By then, we were already waiting for Emory for an hour. Agent Green, unsurprisingly, was falling asleep on the job. She was getting on my nerves, and I hit my gun against the pillar to wake her up. Emory was here.
“Alright, Green. Wait for my signal. We’ll follow him to the elevator and book him in there. He’ll be cornered, he won’t escape. Got it?”
She nodded, and for a split second I believed that after ‘working together’ for a few disastrous months, with all our fights and side comments, we could actually work together.
How wrong I was, when I saw her sprinting after Emory in those awful heels of hers.
“Walden Emory, stop! You’re under arrest!” she shrieked. As suspected, he put a step on it and started running for his life. I began to run for the elevator, and I ordered, “Green, go for the stairs!”
For a 50-something year old businessman, Emory sure was fast. Luckily, I was faster and caught him at the elevator. Green followed in hot pursuit, crying, “My heel broke! My heel broke!”
Dismissing her cry, I whipped out my handcuffs and restrained him.
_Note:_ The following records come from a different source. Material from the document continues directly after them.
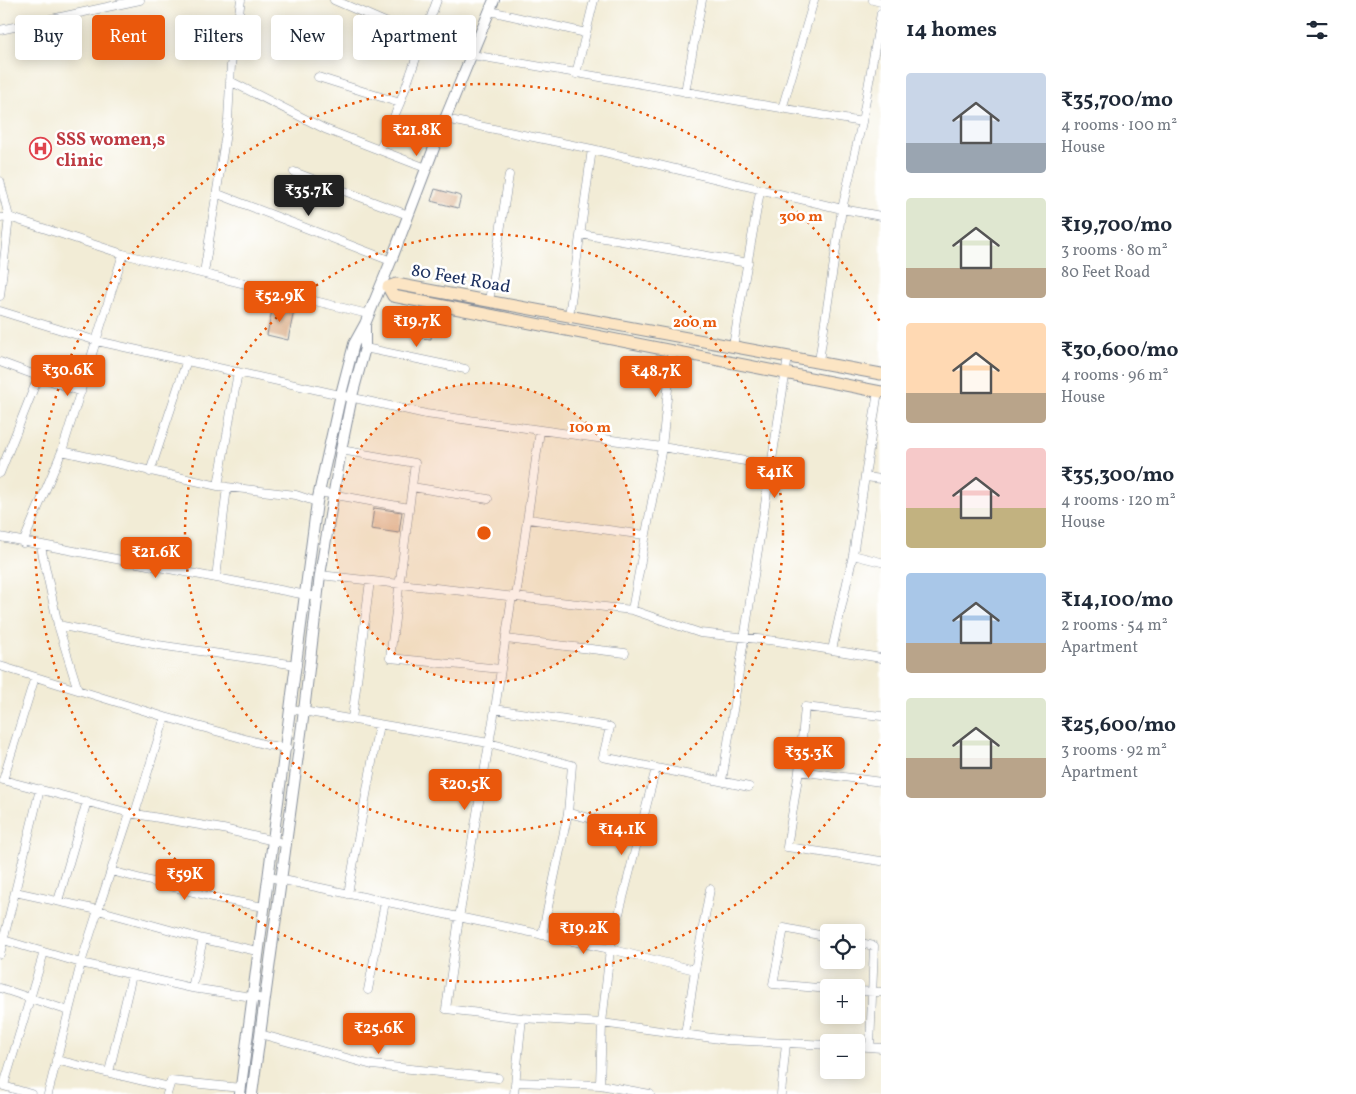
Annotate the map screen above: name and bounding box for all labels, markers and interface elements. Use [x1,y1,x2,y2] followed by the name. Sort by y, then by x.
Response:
[15,15,82,60] chip: Buy
[92,15,165,60] chip: Rent
[175,15,261,60] chip: Filters
[271,15,343,60] chip: New
[353,15,476,60] chip: Apartment
[906,16,997,45] text: 14 homes
[1303,16,1331,44] icon: filters
[1061,86,1173,115] text: ₹35,700/mo
[946,93,1006,153] icon: home
[376,114,458,157] pin: ₹21.8K
[1061,115,1177,137] text: 4 rooms · 100 m²
[393,120,441,142] text: ₹21.8K
[56,128,165,174] place label: SSS women,s clinic
[28,137,52,161] hospital icon: SSS women,s clinic
[1061,137,1105,159] text: House
[268,174,350,217] pin: ₹35.7K
[285,180,333,202] text: ₹35.7K
[779,207,823,228] text: 300 m
[1061,211,1172,240] text: ₹19,700/mo
[946,218,1006,278] icon: home
[1061,240,1168,262] text: 3 rooms · 80 m²
[409,258,512,301] street label: 80 Feet Road
[1061,262,1150,284] text: 80 Feet Road
[239,280,321,323] pin: ₹52.9K
[255,286,305,308] text: ₹52.9K
[376,306,458,348] pin: ₹19.7K
[393,311,441,333] text: ₹19.7K
[673,313,717,334] text: 200 m
[1061,336,1178,365] text: ₹30,600/mo
[946,343,1006,403] icon: home
[27,354,109,397] pin: ₹30.6K
[615,356,697,398] pin: ₹48.7K
[42,360,94,382] text: ₹30.6K
[631,361,681,383] text: ₹48.7K
[1061,365,1168,387] text: 4 rooms · 96 m²
[1061,387,1105,409] text: House
[569,418,612,439] text: 100 m
[745,456,805,499] pin: ₹41K
[1061,461,1174,490] text: ₹35,300/mo
[757,462,793,484] text: ₹41K
[946,468,1006,528] icon: home
[1061,490,1176,512] text: 4 rooms · 120 m²
[1061,512,1105,534] text: House
[475,524,493,542] centre of rings
[115,536,197,579] pin: ₹21.6K
[132,542,180,564] text: ₹21.6K
[1061,586,1173,615] text: ₹14,100/mo
[946,593,1006,653] icon: home
[1061,615,1168,637] text: 2 rooms · 54 m²
[1061,637,1138,659] text: Apartment
[1061,711,1176,740] text: ₹25,600/mo
[946,718,1006,778] icon: home
[768,736,850,779] pin: ₹35.3K
[1061,740,1167,762] text: 3 rooms · 92 m²
[785,742,833,764] text: ₹35.3K
[1061,762,1138,784] text: Apartment
[424,768,506,811] pin: ₹20.5K
[440,774,490,796] text: ₹20.5K
[581,814,663,856] pin: ₹14.1K
[598,819,646,841] text: ₹14.1K
[155,858,215,901] pin: ₹59K
[167,864,203,886] text: ₹59K
[543,912,625,955] pin: ₹19.2K
[560,918,608,940] text: ₹19.2K
[820,924,865,1079] map controls
[820,924,865,969] button: locate
[820,979,865,1024] button: +
[338,1012,420,1055] pin: ₹25.6K
[354,1018,404,1040] text: ₹25.6K
[820,1034,865,1079] button: −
He tried to squirm his way out and repeatedly yelled out that we have no proof of what he’s done.
As if his statements roused the confidence within her, Green stepped up and looked at Emory straight into his eyes. “As a matter of fact, we do have evidence of your embedazzling money.”
“Agent Green, that’s not even a word.” I rolled my eyes.
I corrected her with a patience I didn’t know existed within me, “Walden Emory, you’re under arrest for embezzling thirty-five million worth of cash into an unknown account, for what we suspect is use in the black market.” and progressed to recite the usual Miranda rights. Mid-way, however, she interrupted me and waved her broken shoe in one hand, “You owe me a new pair of Miu Miu’s, Emory!”